The Australian Prudential Regulation Authority (APRA) has released a discussion paper on proposed revisions to the licensing framework for authorised deposit-taking institutions (ADIs) by creating a new Restricted ADI licence.

APRA has been reviewing its approach to licensing new entrants, with a view to making it easier for potential applicants to understand and navigate the licensing process while at the same time not materially lessening entry standards that serve as important depositor protections.

The purpose of the new Restricted ADI licence is to allow applicants to obtain a licence to begin limited operations while still developing the full range of resources and capabilities necessary to meet the prudential framework.

Depending on feedback and experience with this approach, APRA envisages that it will consider a similar phased approach in other prudentially-regulated sectors in the future.

Conditions

APRA envisages that the Restricted ADI licence would appeal more to start-ups with limited financial resources and (at least initially) a simple product set.

Applicants will need at least $3 million plus wind-up costs as a minimum amount in start-up capital, and directors and senior management will need to meet APRA’s fit and proper standards.

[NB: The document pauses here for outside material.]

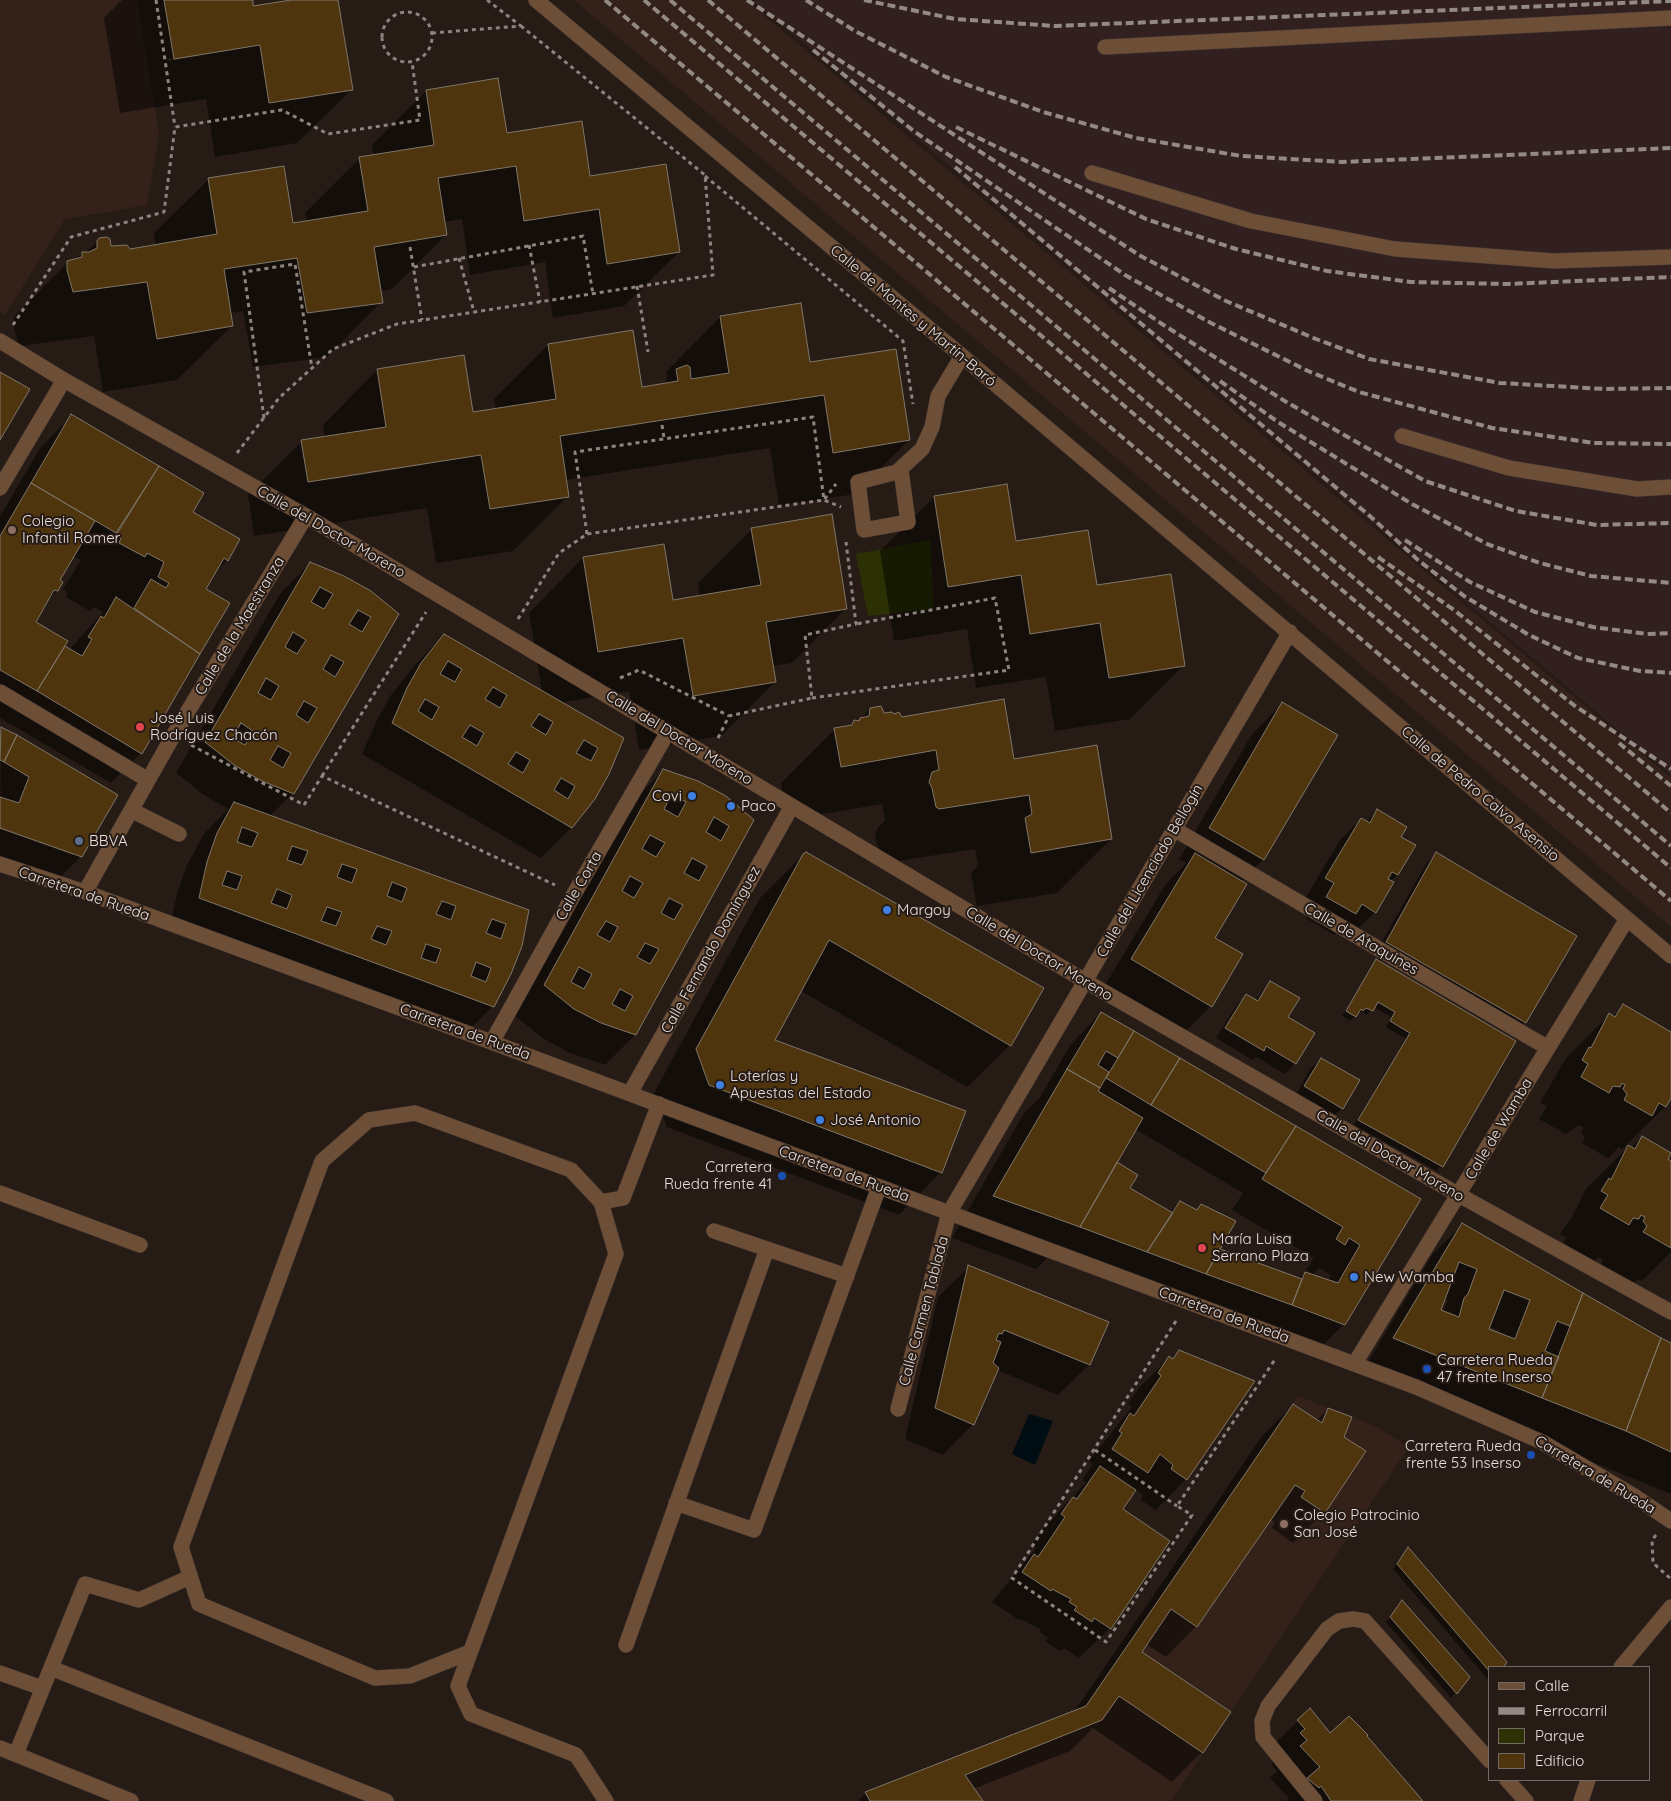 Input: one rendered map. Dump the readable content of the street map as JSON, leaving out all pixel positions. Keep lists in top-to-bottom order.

Additionally, applicants will need to demonstrate the capability to deliver reliable records or systems to provide information necessary for the Financial Claims Scheme (FCS).

APRA proposes that certain prudential requirements will not be fully applicable to an institution with a Restricted ADI licence. Given the concessions provided, APRA expects that a Restricted ADI will not be actively conducting banking business. Such requirements would include a limit on the maximum size of deposits from a single depositor ($250,000) and on the aggregate amount of deposits ($2 million); minimum capital adequacy and liquid holdings; restricted product and service offerings; and reporting and disclosure requirements.

APRA is proposing to limit the Restricted ADI licence period to a maximum of two years. This period reflects the expected timeframe that institutions may need to fully meet the prudential framework. APRA will be assessing the institution’s progress during the Restricted ADI licence phase. Should it become clear that an institution will not fully develop its capabilities and resources by the end of the Restricted ADI licence phase, APRA will require it to exit the banking industry.